No va a ser en ruso, tía.
Pues si mi inglés es muy básicooooo.
Venga mujer. Ánimo.
¡Me “tocado”! Tras mi estrepitoso fracaso en el
puerto de Gotemburgo no me atrevo a preguntar. La duda y la desconfianza hacen
mella en mí. Temo otra frustración. Inspiro. El mundo no se hizo para los
cobardes. Y la verdad es que si no me zambullo nunca cruzaré el Portet a nado.
Pregunto a la señora, en inglés. ¿A qué hora salen los barcooooos? Me responde que,
ya. ¿Dónde vaaaaan? Ni idea. ¿Y volver? En treinta minutos el número uno y dos y en
dos horas el tres y cuatro. Eso si lo entiendooooo. Unos billetes para el de dos
horas, le digo toda emocionada. Pero si somos virtuales. Además nos sirve el
billete del tranvía, me apostilla. Explicación que también entiendo. ¡Qué
subidón! A que resulta que mi inglés no es tan básico. Estoy contenta, por una
vez he entendido y he conseguido que me entendiesen.
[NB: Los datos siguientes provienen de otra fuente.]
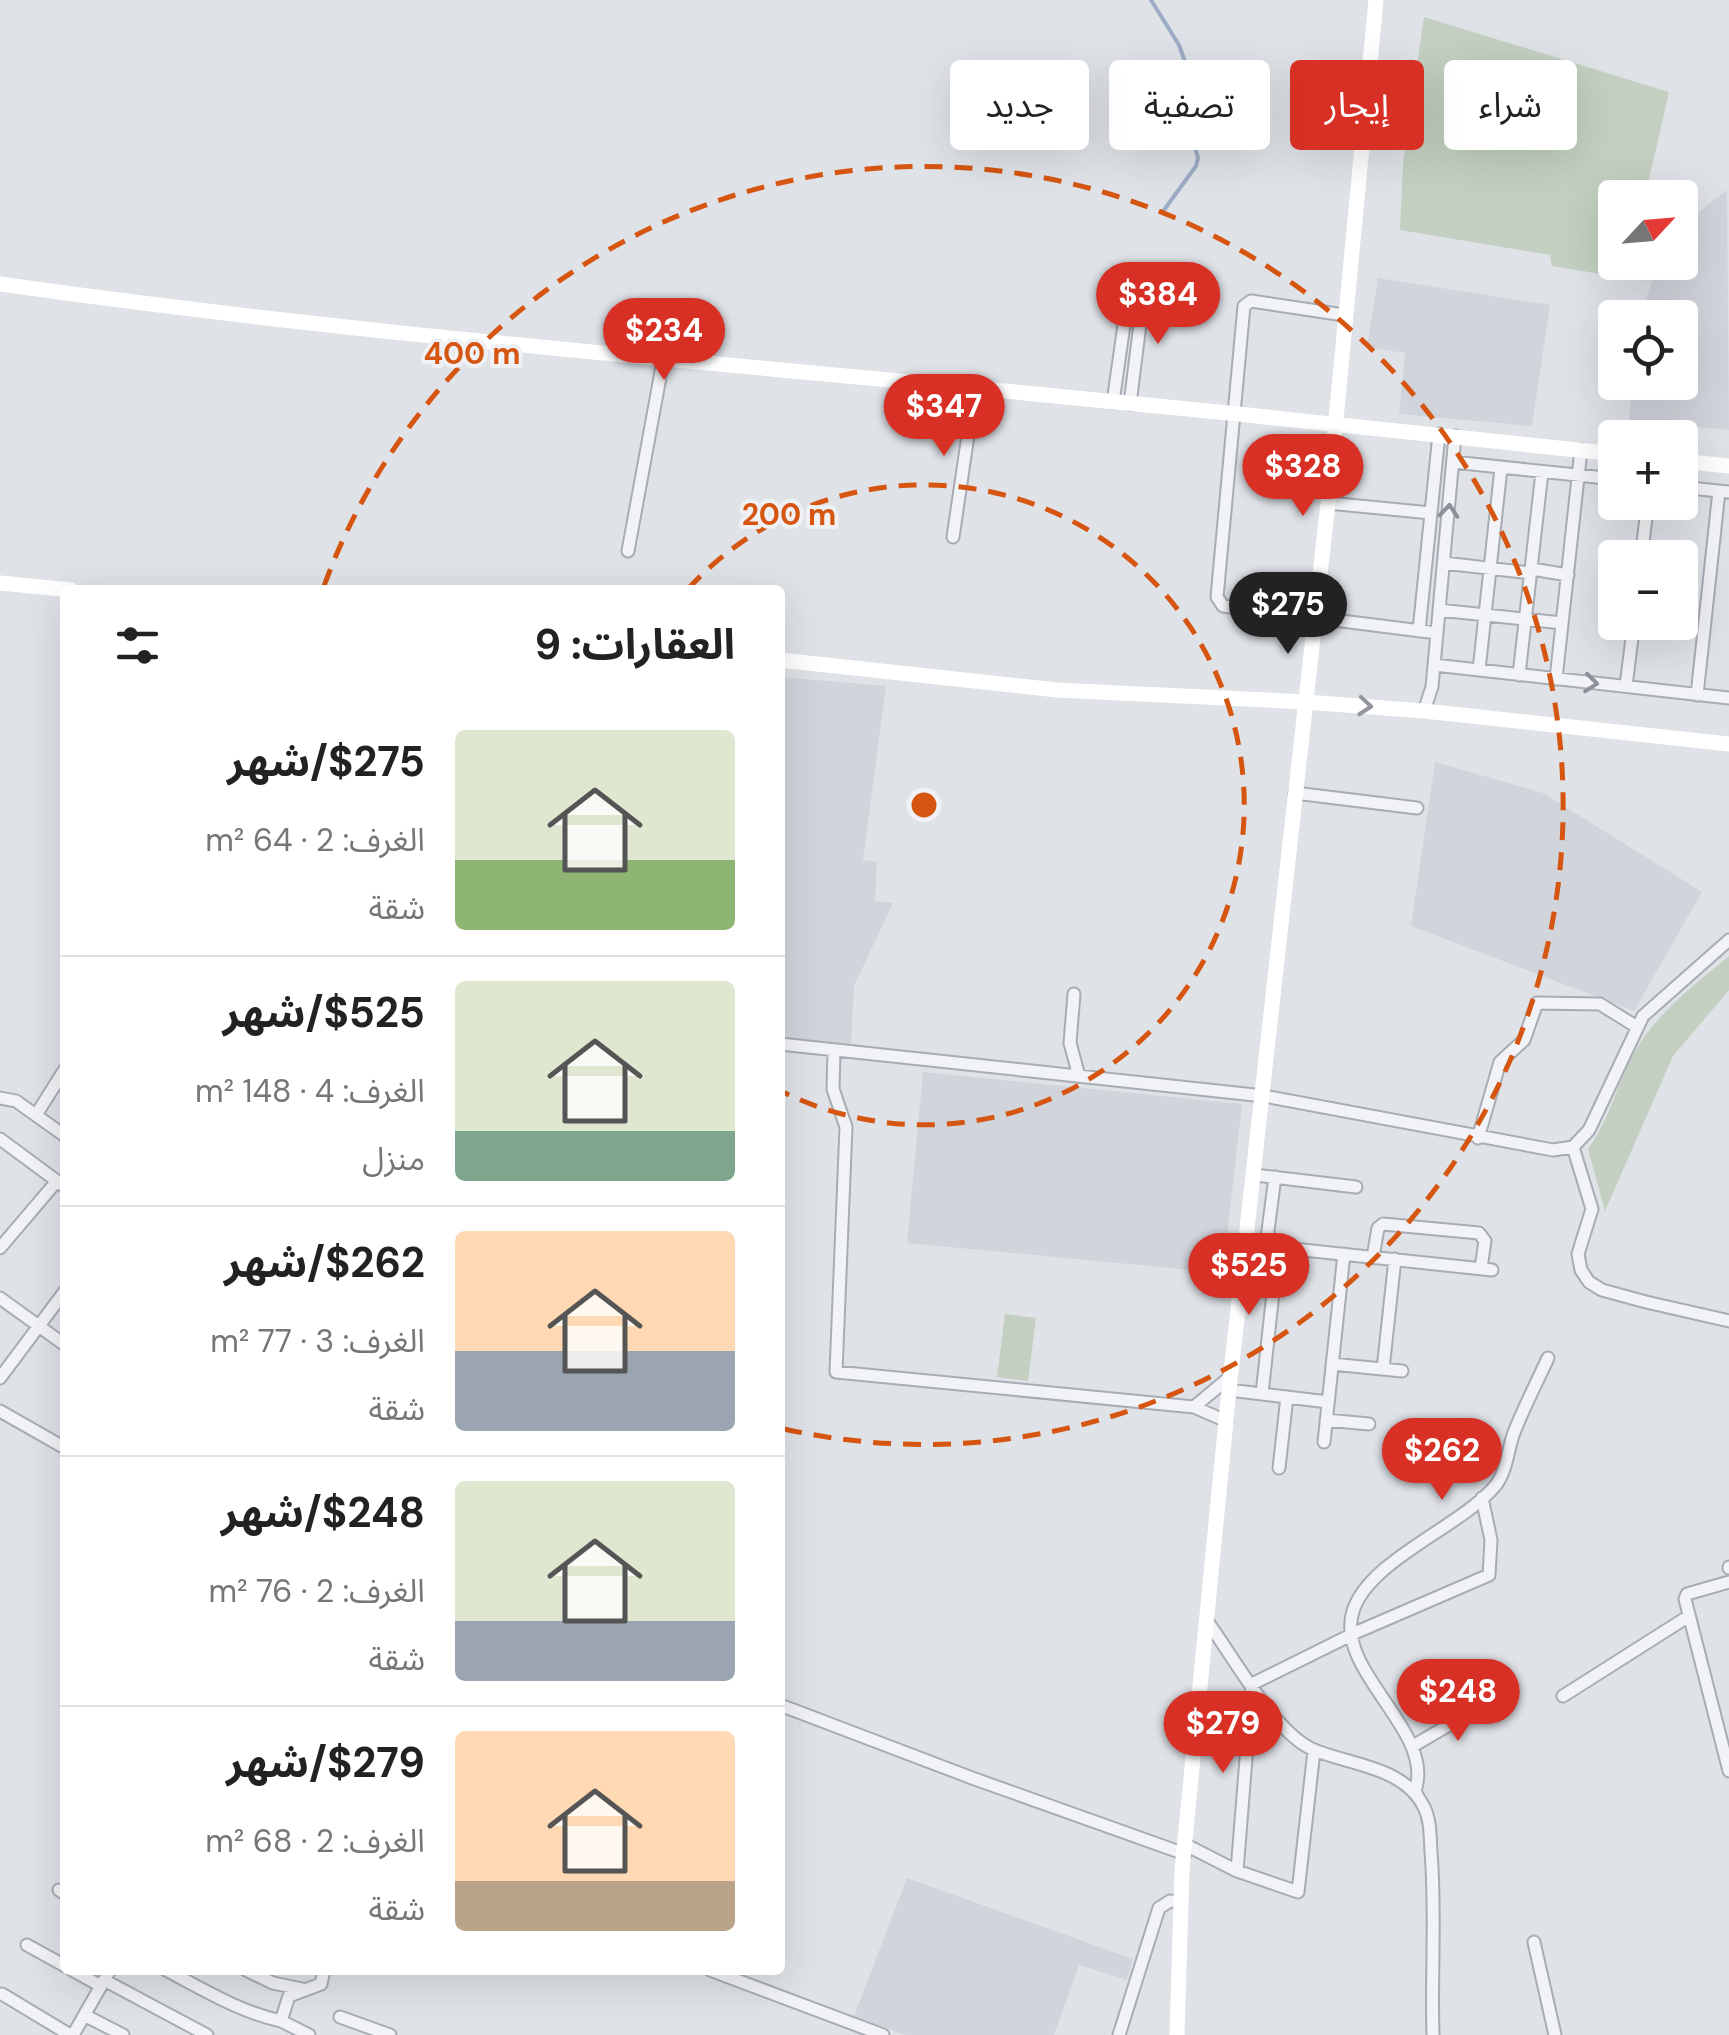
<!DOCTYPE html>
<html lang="ar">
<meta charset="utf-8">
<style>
:root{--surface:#fff;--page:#f6f6f6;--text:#222;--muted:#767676;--line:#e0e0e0;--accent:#d93025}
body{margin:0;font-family:"DM Sans","Noto Sans Arabic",sans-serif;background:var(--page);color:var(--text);direction:rtl;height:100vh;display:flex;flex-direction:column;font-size:38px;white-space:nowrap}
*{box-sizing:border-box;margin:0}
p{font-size:32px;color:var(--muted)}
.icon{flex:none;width:55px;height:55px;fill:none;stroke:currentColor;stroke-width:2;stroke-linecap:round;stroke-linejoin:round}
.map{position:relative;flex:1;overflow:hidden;direction:ltr}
.sheet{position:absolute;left:60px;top:585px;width:725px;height:1390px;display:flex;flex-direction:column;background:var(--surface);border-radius:10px;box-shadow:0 10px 40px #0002;direction:rtl}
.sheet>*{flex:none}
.top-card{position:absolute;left:815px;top:60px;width:762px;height:90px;direction:rtl;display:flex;gap:20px}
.needle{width:65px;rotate:64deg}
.buttons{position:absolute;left:1598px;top:180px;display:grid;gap:20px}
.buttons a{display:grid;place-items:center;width:100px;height:100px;border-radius:10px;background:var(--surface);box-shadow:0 10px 40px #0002;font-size:50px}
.price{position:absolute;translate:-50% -85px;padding:0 22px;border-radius:35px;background:var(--accent);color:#fff;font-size:32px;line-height:65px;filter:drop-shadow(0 2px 5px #0008)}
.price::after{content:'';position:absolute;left:50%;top:60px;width:30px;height:22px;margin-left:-15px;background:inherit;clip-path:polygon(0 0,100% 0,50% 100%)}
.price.active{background:#222;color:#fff}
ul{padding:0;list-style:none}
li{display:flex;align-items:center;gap:30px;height:250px;padding:0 50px}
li+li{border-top:2px solid var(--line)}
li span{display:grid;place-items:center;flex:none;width:280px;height:200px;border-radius:10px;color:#555}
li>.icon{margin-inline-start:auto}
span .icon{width:120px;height:120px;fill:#fffc;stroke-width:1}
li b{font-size:42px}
h2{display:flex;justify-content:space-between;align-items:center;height:120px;padding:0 50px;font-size:42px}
.tag{padding:0 35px;border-radius:10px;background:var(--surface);box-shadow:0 10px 40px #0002;font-size:35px;line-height:90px}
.tag.active{background:var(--accent);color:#fff}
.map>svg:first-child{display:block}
</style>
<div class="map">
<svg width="1729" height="2035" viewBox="0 0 1729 2035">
<rect width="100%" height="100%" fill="#dfe2e7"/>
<path fill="#d2d4dc" d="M 1727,190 L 1729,430 L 1629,420 L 1632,383 L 1680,382 L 1680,318 L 1640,317 L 1659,263 L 1680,262 L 1680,227 Z
M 1378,278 L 1550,305 L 1532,426 L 1399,414 L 1405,353 L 1367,347 Z
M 780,677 L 886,686 L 863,860 L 877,862 L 875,901 L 893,903 L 854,986 L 851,1046 L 780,1038 Z
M 1435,762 L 1543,793 L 1702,892 L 1634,1011 L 1411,926 Z
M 923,1072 L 1242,1104 L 1223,1273 L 907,1243 Z
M 907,1878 L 1133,1959 L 1127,1980 L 1079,1965 L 1054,2035 L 905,2035 L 854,2016 Z"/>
<path fill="#c3d0c1" d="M 1424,17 L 1669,92 L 1645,197 L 1615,198 L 1615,262 L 1629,263 L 1626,278 L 1552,266 L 1550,255 L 1400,230 L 1403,164 Z
M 1729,956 L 1729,990 L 1673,1056 L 1605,1211 L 1588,1149 C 1609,1121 1616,1087 1632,1057 C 1654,1015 1693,986 1729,956 Z
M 1005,1314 L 1036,1318 L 1028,1381 L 997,1377 Z"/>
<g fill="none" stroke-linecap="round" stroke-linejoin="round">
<path stroke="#9dacc5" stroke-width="4" d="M 1151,0 L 1179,45 L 1189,73 L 1185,114 L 1198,158 L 1196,166 L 1164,210"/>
<defs>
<path id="street" d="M 1344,315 L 1251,301 L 1244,306 L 1217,597 L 1223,606 L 1437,633
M 1113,402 L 1131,276
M 1130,404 L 1145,284
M 1453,462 L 1615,479
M 1680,487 L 1729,492
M 1328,503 L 1431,513
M 953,537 L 975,388
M 628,551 L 663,361
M 1641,558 L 1648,502
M 1444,563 L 1531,573
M 1532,569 L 1568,575
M 1439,610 L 1562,623
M 1419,631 L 1439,434
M 1434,665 L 1729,698
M 1479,670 L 1501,468
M 1519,675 L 1542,472
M 1556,679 L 1581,450
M 1626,686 L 1634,622
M 1697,695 L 1719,491
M 1424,711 L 1432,687 L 1455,436
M 1295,793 L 1417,808
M 1074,994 L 1070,1043 L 1079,1076
M 780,1044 L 1264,1096 L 1553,1150 L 1573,1147 L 1589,1130 L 1643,1016 L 1729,940
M 834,1050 L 833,1089 L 846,1127 L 836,1372 L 1194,1407 L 1226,1421
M 0,1098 L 16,1101 L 65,1136
M 36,1115 L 65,1069
M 1478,1138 L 1500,1062 L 1524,1040 L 1537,1003 L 1600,1004 L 1637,1027
M 0,1139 L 65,1187
M 1573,1147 L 1592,1209 L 1578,1254 L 1581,1270 L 1589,1282 L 1602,1290 L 1646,1302 L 1729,1321
M 1255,1175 L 1356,1187
M 1247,1244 L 1492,1270
M 1266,1246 L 1275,1177
M 0,1248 L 57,1181
M 1373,1257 L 1378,1228 L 1383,1224 L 1479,1233 L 1485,1241 L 1481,1268
M 0,1298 L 65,1345
M 1332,1364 L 1402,1371
M 1383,1369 L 1395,1259
M 0,1378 L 65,1291
M 1229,1390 L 1328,1402
M 1262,1394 L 1278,1247
M 1194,1407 L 1231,1376
M 0,1411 L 65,1448
M 1326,1420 L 1369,1424
M 1324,1442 L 1344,1254
M 1279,1468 L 1287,1397
M 1729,1567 L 1729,1568
M 1729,1582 L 1687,1594 L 1685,1599 L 1729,1771
M 1207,1621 C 1233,1656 1274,1732 1312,1749 C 1348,1765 1404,1766 1424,1807 C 1431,1821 1430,1838 1431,1852 C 1436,1913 1431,1974 1433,2035
M 1563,1696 L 1689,1616
M 780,1705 L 972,1778 L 1185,1854
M 1413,1746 L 1483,1705
M 1418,1797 L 1415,1791 C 1436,1730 1334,1672 1353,1611 C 1369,1560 1461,1527 1495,1486 C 1506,1473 1508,1451 1513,1435 C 1523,1409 1536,1384 1548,1358
M 1186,1845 L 1237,1871 L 1298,1892 L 1314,1751
M 1237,1871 L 1252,1684 L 1357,1632 L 1489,1575 L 1491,1540 L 1482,1498
M 59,1890 L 65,1894
M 1534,1942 L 1555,2035
M 27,1945 L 65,1966
M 72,1970 L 101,1986
M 166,1970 C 204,1990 240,2012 281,2021 L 289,1996 L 321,1984 L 324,1970
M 246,1970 L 273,1983 L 302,1989
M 710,1970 L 883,2035
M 104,1980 L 207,2035
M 2,1994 L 70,2035
M 86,2016 L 123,2035
M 340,2017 L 390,2035
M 281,2021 L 309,2035
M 73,2035 L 110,1970
M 1119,2035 L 1159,1908 L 1170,1901 L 1180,1902"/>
</defs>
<use href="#street" stroke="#a8acb4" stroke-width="15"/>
<use href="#street" stroke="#f2f3f6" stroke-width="11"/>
<path stroke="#fff" stroke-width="15" d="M 0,284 C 323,330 649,357 974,388 C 1188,408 1401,431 1615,454
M 1680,461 L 1729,466
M 0,583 L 71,590
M 780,660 L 1057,690 L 1306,702 L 1424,711 L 1729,744
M 1177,2035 L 1182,1870 L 1229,1390 L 1328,503 L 1376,0"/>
</g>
<defs><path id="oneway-chevron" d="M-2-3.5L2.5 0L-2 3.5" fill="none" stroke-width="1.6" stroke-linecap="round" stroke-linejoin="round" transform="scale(2.5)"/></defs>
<g stroke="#8e909a">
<use href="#oneway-chevron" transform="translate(1449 511) rotate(-85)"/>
<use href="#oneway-chevron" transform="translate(1591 683) rotate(6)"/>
</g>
<use stroke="#94969e" href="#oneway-chevron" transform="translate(1365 706) rotate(5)"/>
<g fill="none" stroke="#d55511" stroke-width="5" stroke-dasharray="18 12">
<path d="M688 589A320 320 0 1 1 781 1091"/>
<path d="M324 586A639 639 0 1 1 780 1428"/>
</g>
<circle cx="924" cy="805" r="15" fill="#d55511" stroke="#eff1f5" stroke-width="5"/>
<g font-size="30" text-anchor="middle" font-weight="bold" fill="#d55511" stroke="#eff1f5" stroke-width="8" stroke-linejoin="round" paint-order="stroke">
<text x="472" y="364">400 m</text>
<text x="789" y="525">200 m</text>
</g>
</svg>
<div class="buttons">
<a><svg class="needle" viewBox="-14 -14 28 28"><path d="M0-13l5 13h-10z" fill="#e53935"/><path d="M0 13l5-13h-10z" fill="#767676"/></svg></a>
<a><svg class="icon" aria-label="locate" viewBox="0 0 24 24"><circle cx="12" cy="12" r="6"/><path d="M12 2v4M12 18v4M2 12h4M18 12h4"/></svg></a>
<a>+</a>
<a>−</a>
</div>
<b class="price" style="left:1158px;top:347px">$384</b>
<b class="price" style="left:664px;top:383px">$234</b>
<b class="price" style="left:944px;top:459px">$347</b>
<b class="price" style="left:1303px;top:519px">$328</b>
<b class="price active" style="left:1288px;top:657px">$275</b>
<b class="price" style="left:1249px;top:1318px">$525</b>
<b class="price" style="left:1442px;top:1503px">$262</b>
<b class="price" style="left:1458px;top:1744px">$248</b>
<b class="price" style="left:1223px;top:1776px">$279</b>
<div class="top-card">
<a class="tag">شراء</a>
<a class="tag active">إيجار</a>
<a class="tag">تصفية</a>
<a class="tag">جديد</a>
</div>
<section class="sheet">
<h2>العقارات: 9<svg class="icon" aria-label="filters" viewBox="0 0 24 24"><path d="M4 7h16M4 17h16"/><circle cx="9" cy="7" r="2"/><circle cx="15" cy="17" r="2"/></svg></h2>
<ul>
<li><span style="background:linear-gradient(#dfe7d0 65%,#8fb573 0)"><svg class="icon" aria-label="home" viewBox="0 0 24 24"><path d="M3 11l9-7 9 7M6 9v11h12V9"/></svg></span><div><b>$275/شهر</b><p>الغرف: 2 · 64 m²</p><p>شقة</p></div></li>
<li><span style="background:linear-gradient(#dfe7d0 75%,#7fa58c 0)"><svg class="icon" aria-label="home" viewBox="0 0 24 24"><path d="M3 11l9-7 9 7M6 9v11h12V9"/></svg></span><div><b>$525/شهر</b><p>الغرف: 4 · 148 m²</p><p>منزل</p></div></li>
<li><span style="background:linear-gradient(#ffd9b3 60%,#9aa5b1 0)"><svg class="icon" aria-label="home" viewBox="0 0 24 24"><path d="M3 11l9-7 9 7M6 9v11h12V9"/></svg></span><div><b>$262/شهر</b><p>الغرف: 3 · 77 m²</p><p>شقة</p></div></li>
<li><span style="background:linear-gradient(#dfe7d0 70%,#9aa5b1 0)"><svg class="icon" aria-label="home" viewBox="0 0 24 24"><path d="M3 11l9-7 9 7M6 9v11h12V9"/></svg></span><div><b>$248/شهر</b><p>الغرف: 2 · 76 m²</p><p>شقة</p></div></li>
<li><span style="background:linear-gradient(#ffd9b3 75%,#b9a48a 0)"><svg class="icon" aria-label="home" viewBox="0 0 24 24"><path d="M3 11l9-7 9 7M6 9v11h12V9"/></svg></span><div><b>$279/شهر</b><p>الغرف: 2 · 68 m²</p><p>شقة</p></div></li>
</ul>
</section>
</div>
Corro, desbordando
felicidad. ¡Eeeeeh Panda, el barco número tres!!!! Corremos hacia el barco número tres. Ya están
soltando amarras. ¿Cuándo vuelve? En dos horas, dos horas y media. Perfecto. Coincide
con la taquillera. ¡Vaya inglés que me utilizo! Por aproximadamente tres euros
se puede navegar dos horas en barco. Conseguimos un mapa del recorrido en
cubierta.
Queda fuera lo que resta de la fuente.